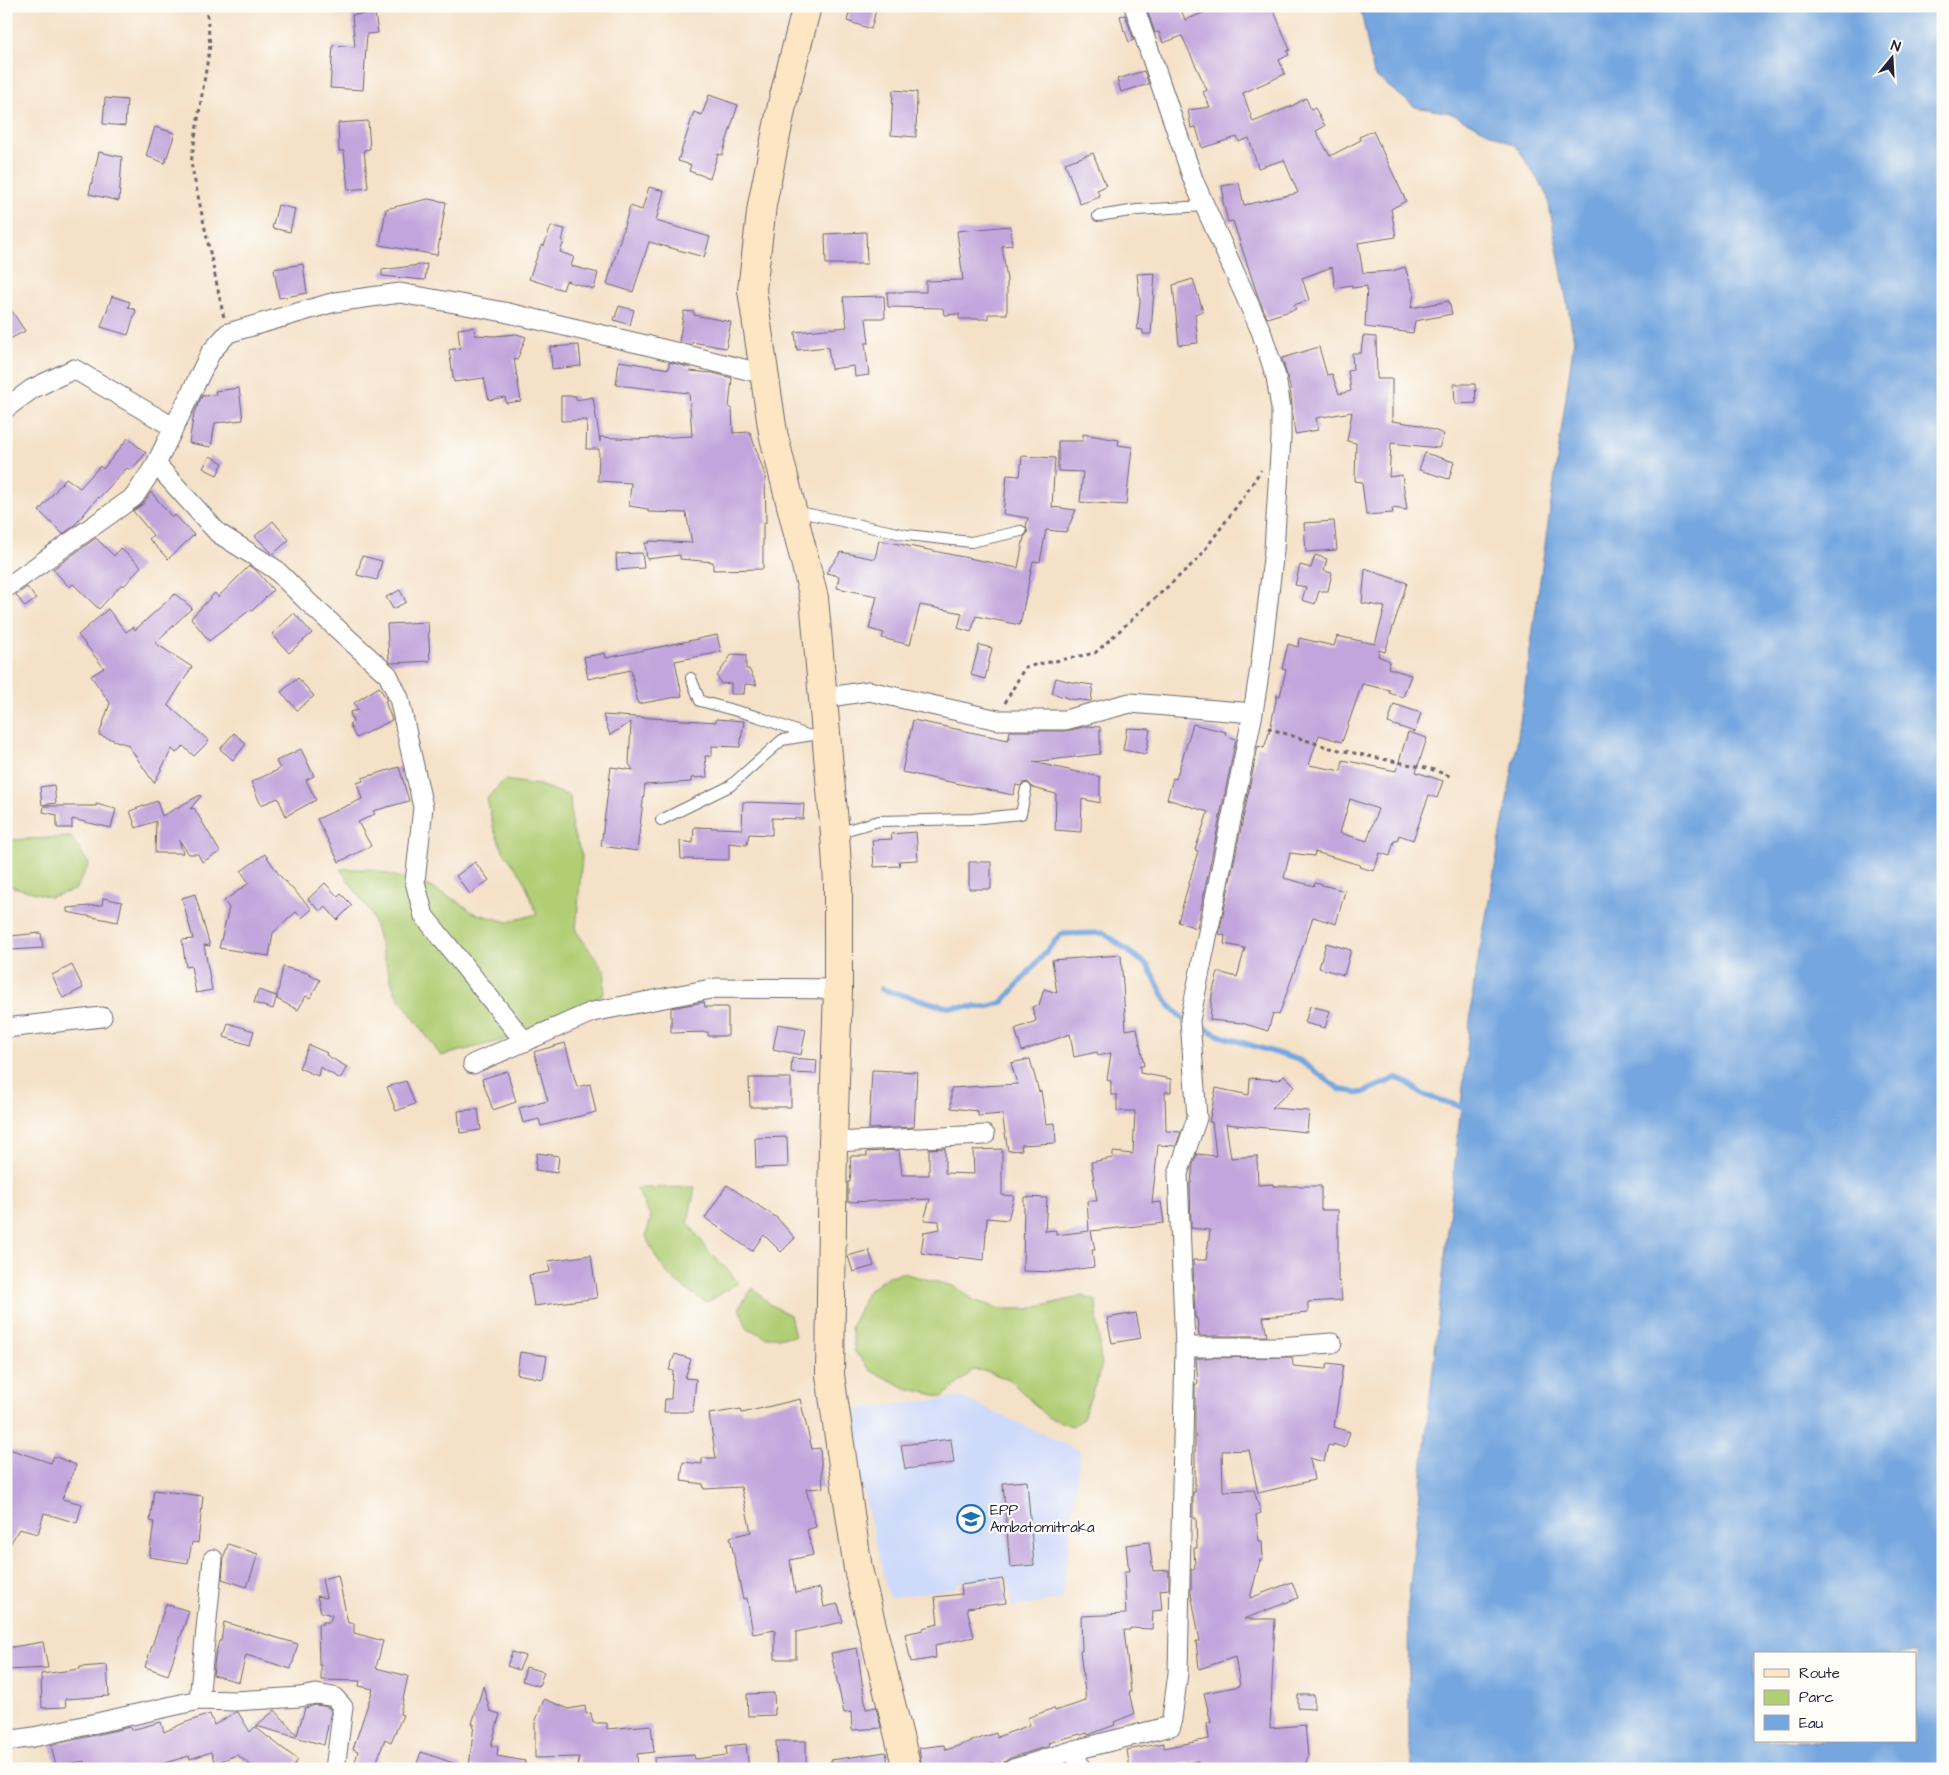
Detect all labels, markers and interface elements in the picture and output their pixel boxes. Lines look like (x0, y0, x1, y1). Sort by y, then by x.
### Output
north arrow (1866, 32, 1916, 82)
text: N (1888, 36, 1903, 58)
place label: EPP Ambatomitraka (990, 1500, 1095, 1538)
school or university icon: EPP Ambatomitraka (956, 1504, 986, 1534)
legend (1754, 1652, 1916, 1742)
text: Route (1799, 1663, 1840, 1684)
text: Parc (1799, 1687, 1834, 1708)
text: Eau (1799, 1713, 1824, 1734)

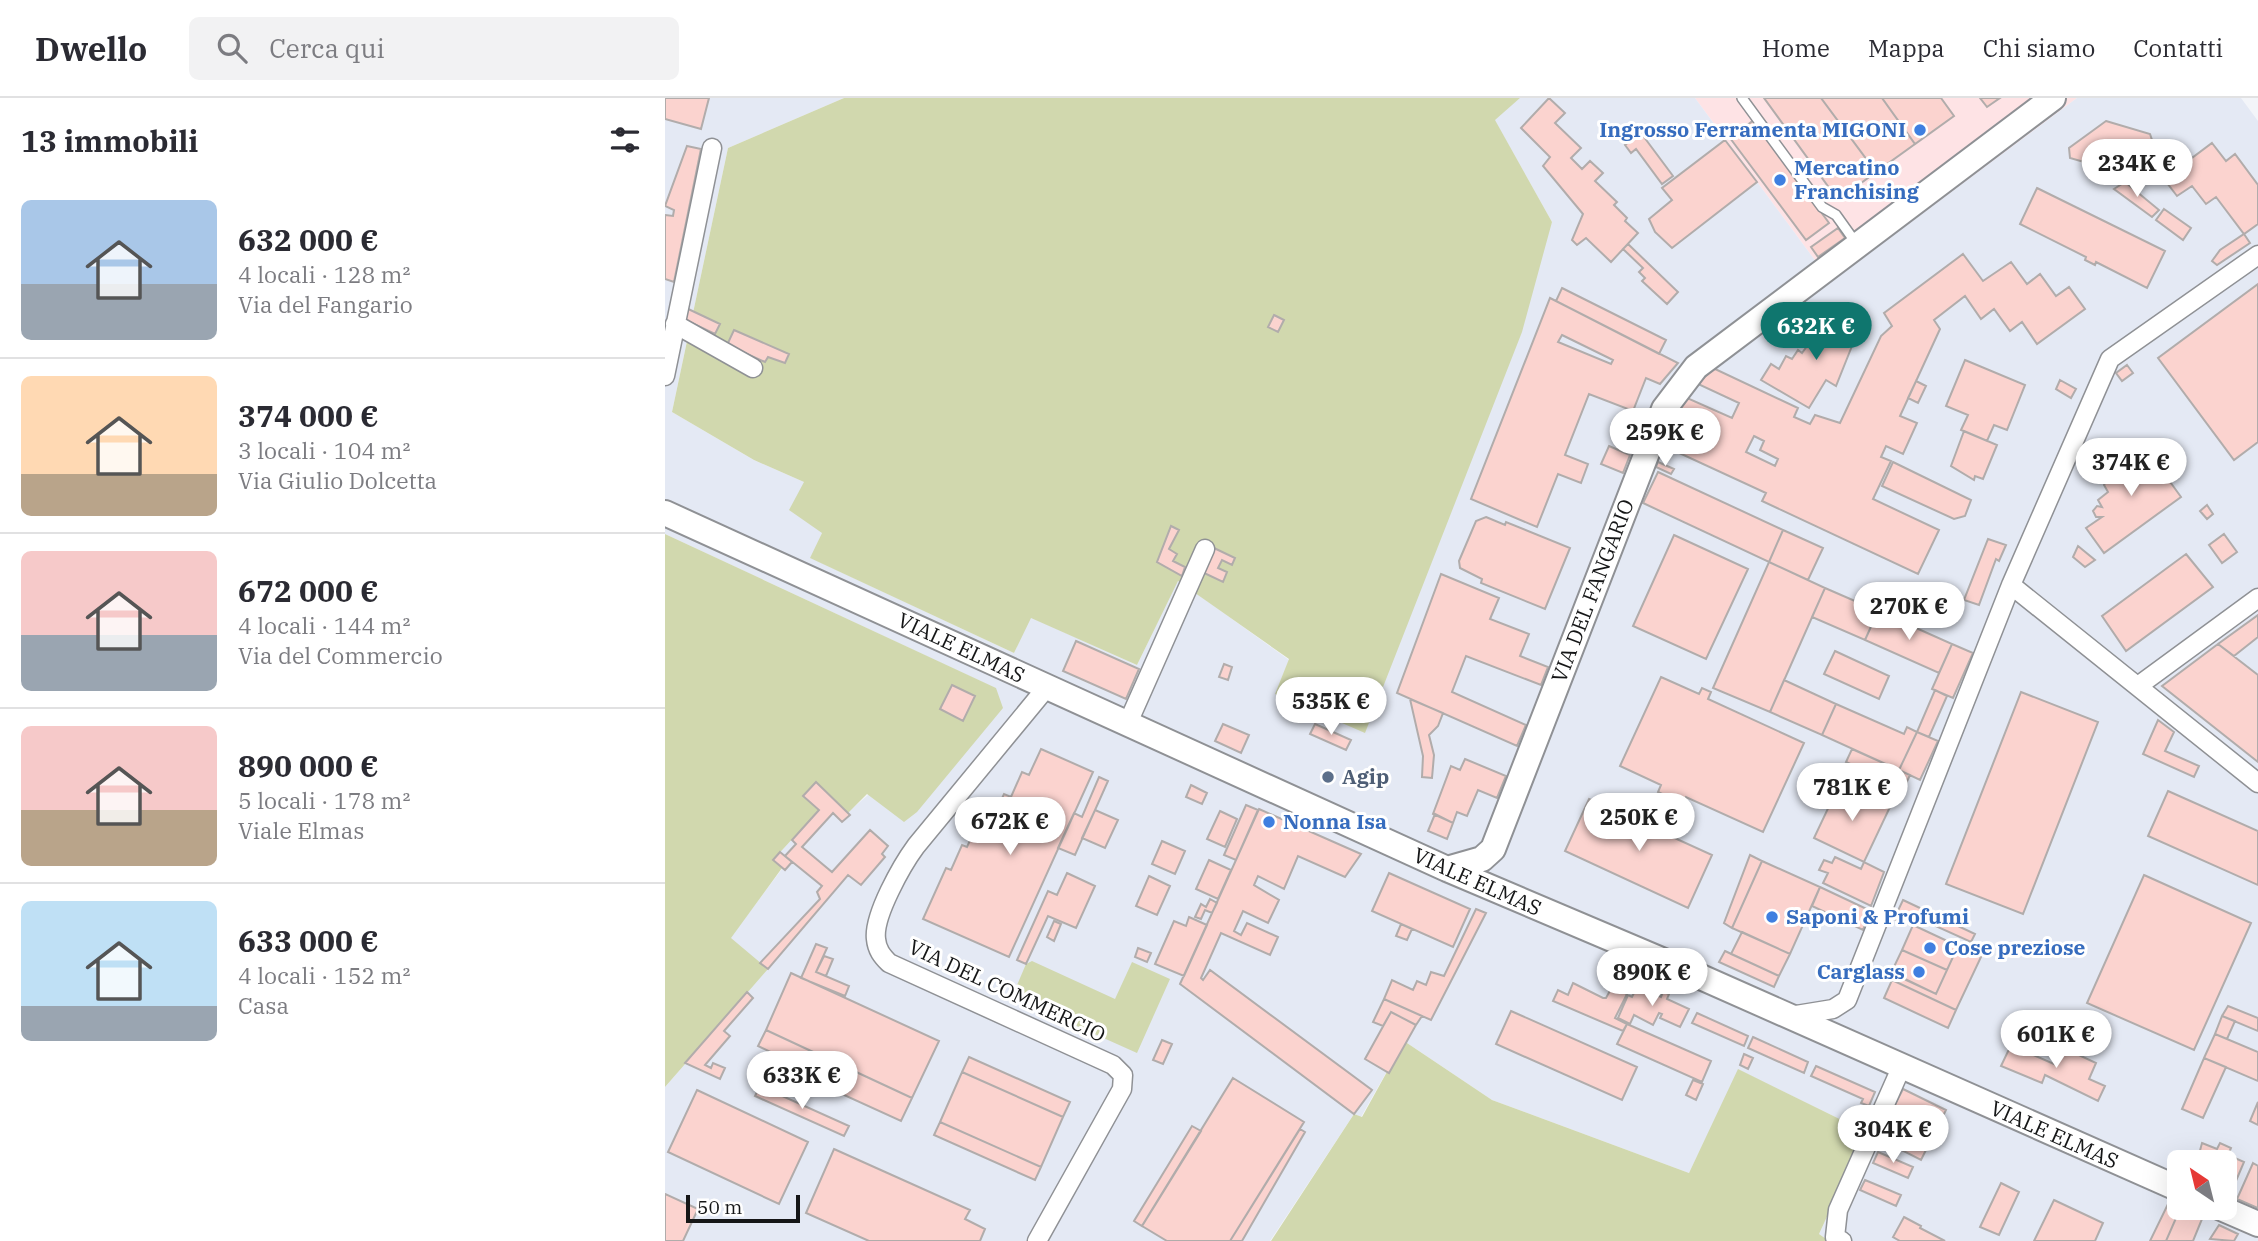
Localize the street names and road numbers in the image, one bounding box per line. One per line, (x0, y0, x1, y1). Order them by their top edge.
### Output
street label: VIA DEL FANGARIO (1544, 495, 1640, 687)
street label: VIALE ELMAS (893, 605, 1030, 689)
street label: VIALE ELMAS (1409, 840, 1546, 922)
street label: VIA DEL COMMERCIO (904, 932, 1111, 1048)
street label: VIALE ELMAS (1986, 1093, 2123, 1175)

──────────────────────────────

### Work item:
Report all lines of the material that contain the word "their".

### Written response:
Detect all labels, markers and interface elements in the picture and output their pixel boxes. Lines look like (x0, y0, x1, y1). Sort by y, then by x.
Localize the street names and road numbers in the image, one bounding box per line. One per line, (x0, y0, x1, y1). Order them by their top edge.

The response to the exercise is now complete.